Across the records below, count every line that contains the string "from", then report the count alone.

+ + + + + + +

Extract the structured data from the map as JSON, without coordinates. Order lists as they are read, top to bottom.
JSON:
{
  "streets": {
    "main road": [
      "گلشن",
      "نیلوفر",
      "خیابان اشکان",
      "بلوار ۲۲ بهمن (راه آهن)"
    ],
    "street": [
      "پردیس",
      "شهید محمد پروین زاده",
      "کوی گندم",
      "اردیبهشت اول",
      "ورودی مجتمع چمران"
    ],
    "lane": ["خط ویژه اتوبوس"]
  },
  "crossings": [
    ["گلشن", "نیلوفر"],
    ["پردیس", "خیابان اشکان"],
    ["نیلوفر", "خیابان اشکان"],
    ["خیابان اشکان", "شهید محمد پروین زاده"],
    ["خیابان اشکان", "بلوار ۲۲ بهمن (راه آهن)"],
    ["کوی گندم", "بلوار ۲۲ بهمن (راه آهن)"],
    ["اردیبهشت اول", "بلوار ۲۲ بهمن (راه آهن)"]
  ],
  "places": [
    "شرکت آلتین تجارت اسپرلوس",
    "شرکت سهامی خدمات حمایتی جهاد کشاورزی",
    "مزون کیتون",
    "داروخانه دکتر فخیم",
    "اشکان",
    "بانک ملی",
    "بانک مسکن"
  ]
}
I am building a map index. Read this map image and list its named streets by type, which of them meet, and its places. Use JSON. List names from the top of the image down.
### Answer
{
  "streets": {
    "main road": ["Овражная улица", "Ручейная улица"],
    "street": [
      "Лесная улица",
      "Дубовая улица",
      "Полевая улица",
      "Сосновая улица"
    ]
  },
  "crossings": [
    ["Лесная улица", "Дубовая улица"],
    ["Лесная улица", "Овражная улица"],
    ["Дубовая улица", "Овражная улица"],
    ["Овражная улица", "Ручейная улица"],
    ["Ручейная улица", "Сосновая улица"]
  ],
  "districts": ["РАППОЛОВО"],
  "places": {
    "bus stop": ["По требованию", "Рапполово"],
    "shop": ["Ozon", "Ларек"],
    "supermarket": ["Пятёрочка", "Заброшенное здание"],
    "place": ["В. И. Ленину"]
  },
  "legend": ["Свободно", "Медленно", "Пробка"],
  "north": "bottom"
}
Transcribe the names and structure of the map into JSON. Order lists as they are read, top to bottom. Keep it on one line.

+ + + + + + +

Output for this exercise: 2